Makam Gur-Emir berdiri dengan megah, kubah birunya bersinar di bawah matahari yang semakin terik. Timur Lenk, atau Tamerlane, adalah figur yang rumit—seorang penakluk yang brutal, namun juga seorang pelindung seni dan arsitektur. Di balik kekejamannya, ia meninggalkan warisan budaya yang tiada tara, dan Samarkand adalah permata dari warisan tersebut. Berdiri di depan makamnya, saya membayangkan bagaimana Timur Lenk, yang digambarkan oleh banyak sejarawan sebagai penguasa yang membunuh lima persen populasi dunia pada masanya, juga dengan teliti memerintahkan pembangunan masjid, madrasah, dan taman-taman indah di sekeliling Samarkand.
Petang mulai mendekat ketika saya melanjutkan perjalanan ke makam para ulama lain yang tersebar di sekitar Samarkand. Ada makam Kusam ibn Abbas di Shakhi Zinda, yang dikenal sebagai “Raja yang Hidup”, karena legenda yang mengatakan bahwa setelah meninggal, ia berjalan ke dalam sebuah gua dan terus hidup di sana. Setiap langkah saya di kota ini terasa seperti napak tilas sejarah Islam, dari ulama-ulama besar hingga pahlawan-pahlawan yang berjuang demi iman dan ilmu.

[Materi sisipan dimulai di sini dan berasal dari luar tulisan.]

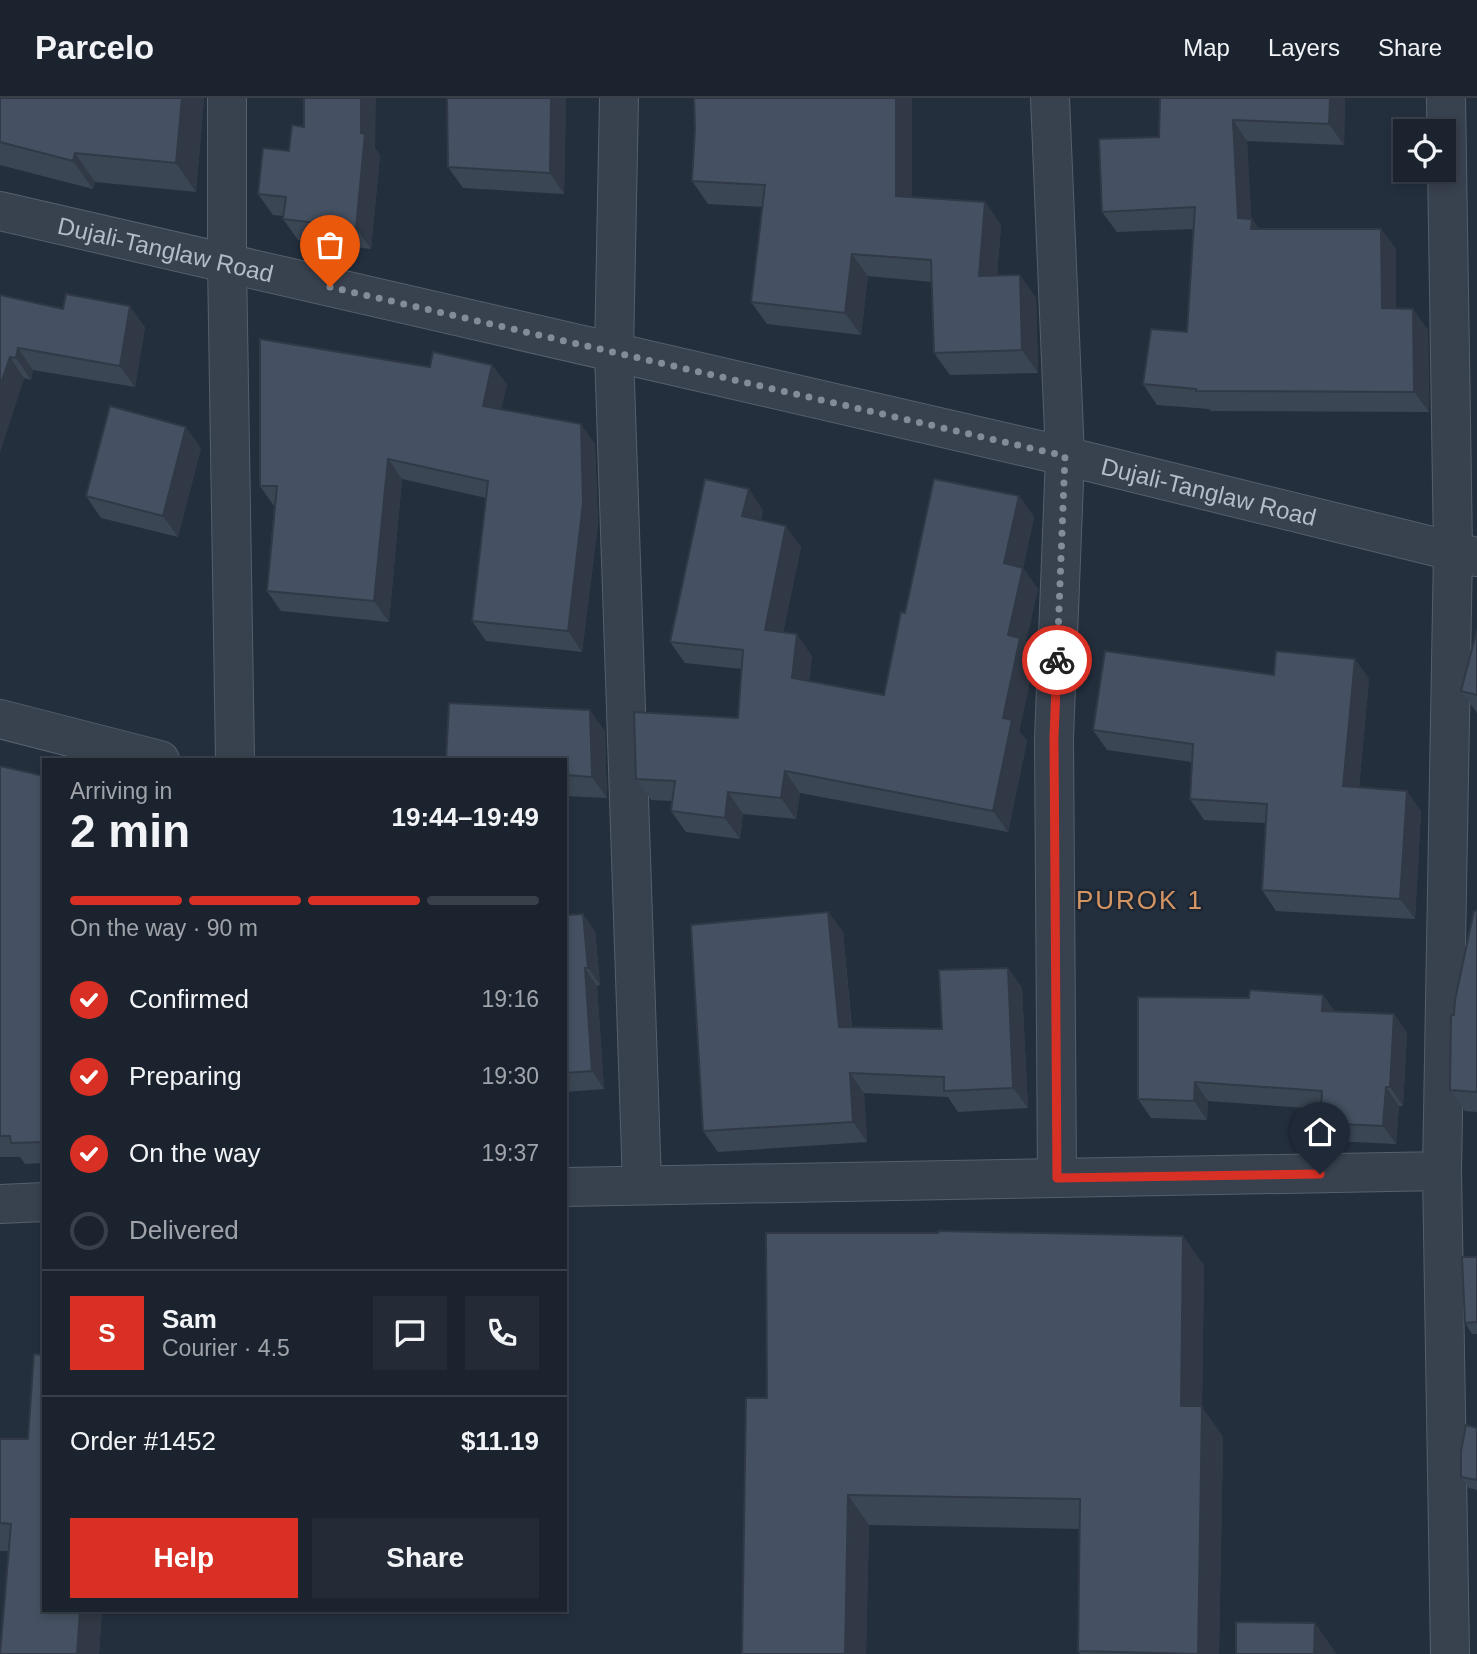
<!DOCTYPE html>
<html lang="en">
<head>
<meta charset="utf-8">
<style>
	:root { --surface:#1b232e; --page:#242b36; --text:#f1f3f6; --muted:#a0a4aa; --line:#39404a; --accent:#d93025 }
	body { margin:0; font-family:Helvetica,sans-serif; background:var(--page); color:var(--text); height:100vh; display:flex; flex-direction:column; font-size:26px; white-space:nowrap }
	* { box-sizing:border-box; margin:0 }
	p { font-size:23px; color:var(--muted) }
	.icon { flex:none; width:38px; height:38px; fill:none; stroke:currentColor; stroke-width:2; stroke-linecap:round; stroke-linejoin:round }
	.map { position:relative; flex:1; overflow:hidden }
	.details { position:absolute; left:42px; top:660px; width:525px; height:854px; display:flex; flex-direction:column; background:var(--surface); border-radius:0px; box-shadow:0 4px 10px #0003,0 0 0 2px var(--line) }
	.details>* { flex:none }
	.buttons { position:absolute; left:1393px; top:21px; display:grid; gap:14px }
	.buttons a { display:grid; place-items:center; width:63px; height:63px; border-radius:0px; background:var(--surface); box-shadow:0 4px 10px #0003,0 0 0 2px var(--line); font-size:35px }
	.pin { position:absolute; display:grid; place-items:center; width:60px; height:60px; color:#fff; margin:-72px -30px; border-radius:50% 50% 50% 0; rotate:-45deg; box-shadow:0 0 7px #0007 }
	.pin .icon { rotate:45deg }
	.courier { position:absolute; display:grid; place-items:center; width:70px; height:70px; margin:-35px; border:5px solid #d93025; border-radius:50%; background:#fff; color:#222; box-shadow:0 2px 9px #0007 }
	.summary em { font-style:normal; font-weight:700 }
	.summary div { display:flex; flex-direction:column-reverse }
	.summary { display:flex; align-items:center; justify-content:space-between; height:119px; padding:0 28px }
	h1 { font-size:46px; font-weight:700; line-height:52px }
	.bar { display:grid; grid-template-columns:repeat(4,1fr); gap:10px 7px; align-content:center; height:84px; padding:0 28px }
	.bar i { height:9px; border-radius:5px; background:var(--line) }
	.bar .selected { background:var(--accent) }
	.bar p { grid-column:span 4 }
	.line { display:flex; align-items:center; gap:18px; padding:0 28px; border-top:2px solid var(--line) }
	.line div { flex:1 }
	.round { display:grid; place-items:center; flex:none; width:74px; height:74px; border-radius:0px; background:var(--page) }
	ol { padding:0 28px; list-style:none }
	li { display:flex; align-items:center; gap:21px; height:77px }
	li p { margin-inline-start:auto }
	li .icon { padding:7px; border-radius:50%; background:var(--accent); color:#fff; stroke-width:4 }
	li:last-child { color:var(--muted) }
	li i { width:38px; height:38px; border:4px solid var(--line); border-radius:50% }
	.action { display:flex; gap:14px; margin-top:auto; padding:14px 28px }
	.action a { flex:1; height:80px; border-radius:0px; background:var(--accent); color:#fff; font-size:28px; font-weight:700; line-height:80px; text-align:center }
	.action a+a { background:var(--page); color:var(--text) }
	header { display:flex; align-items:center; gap:42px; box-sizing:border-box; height:98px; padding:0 35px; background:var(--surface); border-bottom:2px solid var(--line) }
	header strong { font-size:33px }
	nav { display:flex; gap:38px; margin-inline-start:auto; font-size:24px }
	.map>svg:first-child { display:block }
</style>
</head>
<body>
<header>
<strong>Parcelo</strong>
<nav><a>Map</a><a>Layers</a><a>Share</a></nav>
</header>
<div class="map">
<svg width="1477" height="1556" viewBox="0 0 1477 1556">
	<rect width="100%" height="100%" fill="#242f3e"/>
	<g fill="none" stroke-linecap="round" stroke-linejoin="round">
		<g stroke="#565f6c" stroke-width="40">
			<path id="minor" d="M227,0V164L235,662
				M619,0L614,255L642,1086
				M1050,0L1065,358L1054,641L1057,1080
				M1446,0L1453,453L1442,1073L1450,1556
				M0,621L160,662
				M565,1089L1442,1073
				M0,1106L44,1104"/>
		</g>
		<g stroke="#565f6c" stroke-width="40">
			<g id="tertiary">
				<path id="s1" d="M0,113L1065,358L1477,459"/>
			</g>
		</g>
		<use href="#minor" stroke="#38414e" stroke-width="38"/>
		<use href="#tertiary" stroke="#38414e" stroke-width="38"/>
	</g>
	<path fill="#3b4654" d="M0,0H204L196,94L95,84L93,91L0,67Z
		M566,0L564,96L463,90L448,69Z
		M1160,0H1345L1344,47L1247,43L1251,121L1259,131H1381L1396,151V210L1428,232L1429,314L1211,313L1209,311L1157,307L1143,286L1187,234L1193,131L1117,134L1102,114L1159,39Z
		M695,31L912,99L985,104L1001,127L997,178L1020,177L1036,200L1038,275L950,277L934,255L932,184L868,178L861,237L767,226L751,204L763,109L708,106L692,83Z
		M375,50L380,57L371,151L298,142L283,121L284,118L273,117L258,96L289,53Z
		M0,197L145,229L135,289L33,272L31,282L24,280L0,354Z
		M492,267L507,287L501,311L595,346L598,426L582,554L486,543L472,523L486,400L402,381L389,524L281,513L267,493L274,408L260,388L430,269Z
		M201,350L178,439L101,420L86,398Z
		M1019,398L1034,419L1023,470L1038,491L1025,547L1035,561L1019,633L1027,643L1008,734L800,695L796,721L743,716L740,741L686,734L671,713L672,703L651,702L636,681L738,620L742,571L685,565L670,544L763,412L761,422L801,449L783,535L812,558L809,583L884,597L905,515Z
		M1477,532V615L1461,593Z
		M1355,561L1369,581L1359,689L1421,713L1415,821L1276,813L1262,792L1266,725L1204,722L1190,701L1192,664L1107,652L1093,632L1274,577Z
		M605,633L607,700L565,698V662Z
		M0,668L44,678V1065L25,1066L20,1059H0Z
		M1477,813V1014L1465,1013L1450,992L1454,917Z
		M828,814L843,834L852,930L942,931L1008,870L1022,890L1028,1010L958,1014L948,999L864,995L867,1044L718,1054L703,1033Z
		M565,817L595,833L600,887L597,888L604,991L565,994Z
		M1323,897L1334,913L1394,916L1407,935L1403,1008H1399L1396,1046L1333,1043L1320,1025L1321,1011L1208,1003L1207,1022L1151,1020L1138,1001L1249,900Z
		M1183,1138L1204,1168L1202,1309L1223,1339L1219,1556H1080L1078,1553L1080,1431L869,1427L866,1556H742L767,1300Z
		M1477,1159V1236H1472L1465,1225Z
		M1477,1330V1392L1469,1390L1461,1379Z
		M0,1341L102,1512L99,1556H0L8,1453H0Z"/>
	<path fill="#303945" d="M182,0H204L196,94L176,65Z
		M361,0H376L375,50L380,57L371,151L356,130Z
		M551,0H566L564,96L550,75Z
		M896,0H912V120L896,98Z
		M1330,0H1345L1344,47L1329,26Z
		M1233,22L1247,43L1252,128V121L1267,142L1238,120Z
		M75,55L95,84L93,91L73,63Z
		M985,104L1001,127L995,201L979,178Z
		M1381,131L1396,151V231L1382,210Z
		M852,156L868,178L861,237L845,215Z
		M1020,177L1036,200L1038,275L1022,252Z
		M130,208L145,229L135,289L120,268Z
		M1413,211L1428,232L1429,314L1414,294Z
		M18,250L33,272L31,282L16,260Z
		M10,259L24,280L0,354V288Z
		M492,267L507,287L497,328L483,308Z
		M581,326L595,346L598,426L582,554L568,533Z
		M186,329L201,350L178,439L163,418Z
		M388,361L402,381L389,524L374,503Z
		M749,391L763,412L757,440L742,418Z
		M1019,398L1034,419L1019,487L1004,465Z
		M786,428L801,449L779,554L765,532Z
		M1023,470L1038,491L1025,547L1035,561L1019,633L1027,643L1008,734L993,713L1003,620L1008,537Z
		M797,536L812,558L806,601L792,580Z
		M1355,561L1369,581L1357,709L1343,688Z
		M590,612L605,633L607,700L592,679Z
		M785,673L800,695L796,721L781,700Z
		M1407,693L1421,713L1415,821L1400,801Z
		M728,694L743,716L740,741L725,720Z
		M828,814L843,834L853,950L839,929Z
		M583,816L595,833L600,887L588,870Z
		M585,870L597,888L604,991L592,973Z
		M1008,870L1022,890L1028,1010L1013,990Z
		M1323,897L1336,915L1322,913Z
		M1394,916L1407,935L1403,1008L1390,989Z
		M850,975L864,995L867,1044L853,1024Z
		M1195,984L1208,1003L1207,1022L1194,1003Z
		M1386,989L1399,1008L1396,1046L1383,1028Z
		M1183,1138L1204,1168L1202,1309L1223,1339L1219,1556H1198L1181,1308Z
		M848,1397L869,1427L866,1556H845Z
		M80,1512H102L99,1556H77Z
		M1315,1525L1336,1555V1556H1314Z"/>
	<path fill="#455162" stroke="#303945" stroke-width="2" d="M0,0H182L176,65L75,55L73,63L0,44Z
		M304,0H361V35L365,36L356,130L283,121L286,99L258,96L263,50L289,53L292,27L304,29Z
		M447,0H551L550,75L448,69Z
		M694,0H896V98L985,104L979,178L1020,177L1022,252L934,255L931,162L852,156L845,215L751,204L765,87L692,83L695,31Z
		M1160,0H1330L1329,26L1233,22L1238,120L1252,121L1251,131H1381L1382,210L1413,211L1414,294L1196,293V291L1143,286L1151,231L1187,234L1195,109L1102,114L1099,41L1159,39Z
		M66,196L130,208L120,268L18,250L16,260L10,259L0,288V197L63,211Z
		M260,241L430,269L433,254L492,267L483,308L581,326L583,405L568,533L472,523L488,383L388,361L374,503L267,493L277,388H260Z
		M110,308L186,329L163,418L86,398Z
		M705,381L749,391L742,418L786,428L765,532L797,536L792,580L884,597L901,514L905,515L934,381L1019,398L1004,465L1023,470L1008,537L1020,540L1003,620L1012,622L993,713L785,673L781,700L728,694L725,720L671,713L675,683L636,681L634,614L738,620L743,552L670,544Z
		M1477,532V597L1461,593Z
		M1105,553L1274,577L1276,553L1355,561L1343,688L1407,693L1400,801L1262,792L1267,706L1190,701L1193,646L1093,632Z
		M449,605L590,612L592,679L565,677V662H446Z
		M0,668L44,678V1044L11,1045L10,1038H0Z
		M1474,813H1477V994L1450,992L1451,917H1454L1455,902Z
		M828,814L839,929L942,931L939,872L1008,870L1013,990L944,993V979L850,975L853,1024L703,1033L691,827Z
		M583,816L588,870H585L592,973L565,975V817Z
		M1250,892L1323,897L1322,913L1394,916L1390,989H1386L1383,1028L1320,1025L1322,993L1195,984L1194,1003L1138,1001V899L1249,900Z
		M938,1133L1183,1138L1181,1308H1202L1198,1556L1078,1553L1080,1401L848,1397L845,1556H742L746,1300H767L766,1135H938Z
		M1462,1159H1477V1224L1465,1225Z
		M34,1256L44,1257V1512H80L77,1556H0L11,1426L0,1425V1341H28Z
		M1466,1327L1477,1330V1382L1461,1379V1353Z
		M1236,1524L1315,1525L1314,1556H1236Z"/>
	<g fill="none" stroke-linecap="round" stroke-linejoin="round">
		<path stroke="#828b98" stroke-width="7" stroke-dasharray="0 12.6" d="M330,189L1065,358L1057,562"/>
		<path stroke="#d93025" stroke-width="9" d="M1057,562L1054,640L1057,1080L1320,1076"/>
	</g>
	<g text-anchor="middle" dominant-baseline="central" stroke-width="5" stroke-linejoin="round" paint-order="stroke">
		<g font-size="24" fill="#b4bcc9" stroke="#1d2633">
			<text stroke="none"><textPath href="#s1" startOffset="170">Dujali-Tanglaw Road</textPath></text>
			<text stroke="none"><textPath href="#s1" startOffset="1241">Dujali-Tanglaw Road</textPath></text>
		</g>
		<g font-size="26" letter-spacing="2" fill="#d59563" stroke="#1d2633">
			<text x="1140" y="802">PUROK 1</text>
		</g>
	</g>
</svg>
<div class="buttons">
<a><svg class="icon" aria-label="locate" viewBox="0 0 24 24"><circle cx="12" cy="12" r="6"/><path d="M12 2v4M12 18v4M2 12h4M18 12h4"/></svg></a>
</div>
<div class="pin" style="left:330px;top:189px;background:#ea580c"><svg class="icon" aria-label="bag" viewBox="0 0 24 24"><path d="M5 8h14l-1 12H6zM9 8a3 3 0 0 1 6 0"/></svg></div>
<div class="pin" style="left:1320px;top:1076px;background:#1f2937"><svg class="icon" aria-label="home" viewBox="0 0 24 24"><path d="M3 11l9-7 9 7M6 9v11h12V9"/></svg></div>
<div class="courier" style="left:1057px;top:562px"><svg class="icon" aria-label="bike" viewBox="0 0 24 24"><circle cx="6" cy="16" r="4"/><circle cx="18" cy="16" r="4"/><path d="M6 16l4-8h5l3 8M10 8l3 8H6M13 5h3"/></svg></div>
<section class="details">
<div class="summary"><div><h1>2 min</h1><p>Arriving in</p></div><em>19:44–19:49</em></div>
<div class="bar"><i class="selected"></i><i class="selected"></i><i class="selected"></i><i></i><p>On the way · 90 m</p></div>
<ol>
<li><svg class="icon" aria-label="check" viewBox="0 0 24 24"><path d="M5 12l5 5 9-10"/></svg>Confirmed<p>19:16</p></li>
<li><svg class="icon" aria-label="check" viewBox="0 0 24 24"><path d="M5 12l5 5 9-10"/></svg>Preparing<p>19:30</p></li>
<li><svg class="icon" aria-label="check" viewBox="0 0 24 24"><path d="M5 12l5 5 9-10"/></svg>On the way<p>19:37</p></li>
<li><i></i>Delivered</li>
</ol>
<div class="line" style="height:126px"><b class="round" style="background:var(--accent);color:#fff">S</b><div><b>Sam</b><p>Courier · 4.5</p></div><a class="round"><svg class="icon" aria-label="chat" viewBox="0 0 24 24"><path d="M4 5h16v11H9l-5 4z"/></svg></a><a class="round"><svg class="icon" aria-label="phone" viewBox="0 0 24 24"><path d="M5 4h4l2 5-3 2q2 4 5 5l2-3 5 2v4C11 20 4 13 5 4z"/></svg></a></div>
<div class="line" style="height:91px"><div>Order #1452</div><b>$11.19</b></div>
<div class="action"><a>Help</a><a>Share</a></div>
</section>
</div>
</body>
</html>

Samarkand, di bawah kekuasaan Uni Soviet, sempat mengalami masa-masa sulit. Identitas Islamnya ditekan, dan banyak situs keagamaan dihancurkan atau diabaikan. Namun setelah kemerdekaan Uzbekistan pada tahun 1991, negara ini mulai kembali merangkul warisan budaya dan keagamaannya yang kaya. Samarkand, sebagai salah satu kota utama di Uzbekistan, telah menjadi simbol kebangkitan ini—sebuah kota yang berdiri tegak, dengan bangunan-bangunan indahnya yang telah dipugar dan dirawat dengan hati-hati.
Perjalanan saya ke Samarkand ini, bukan hanya perjalanan fisik, tetapi juga perjalanan batin. Saya datang sebagai seorang penggemar sejarah, penziarah, dan juga sebagai seseorang yang memahami betapa pentingnya politik dalam membentuk wajah sebuah kota dan bangsa. Samarkand, dalam segala keindahan dan kompleksitasnya, adalah bukti bagaimana sejarah, agama, dan kekuasaan selalu terjalin erat, membentuk cerita-cerita yang akan terus hidup, selama masih ada peziarah seperti saya yang ingin mendengarnya.
Di penghujung hari, ketika matahari mulai terbenam di balik minaret madrasah-madrasah, saya merenung—Samarkand tidak hanya sekadar tempat di peta, tetapi juga sebuah cermin bagi siapa pun yang ingin belajar dari masa lalu, menemukan arti dalam perjalanan, dan merasakan denyut nadi sebuah peradaban yang tak pernah benar-benar mati. Jadi benar apa yang ditulis oleh Robert Byron, seorang penulis dan pengelana Inggris, dalam bukunya The Road to Oxiana, "Samarkand was the heart of the world when half the world’s wealth passed through her gates."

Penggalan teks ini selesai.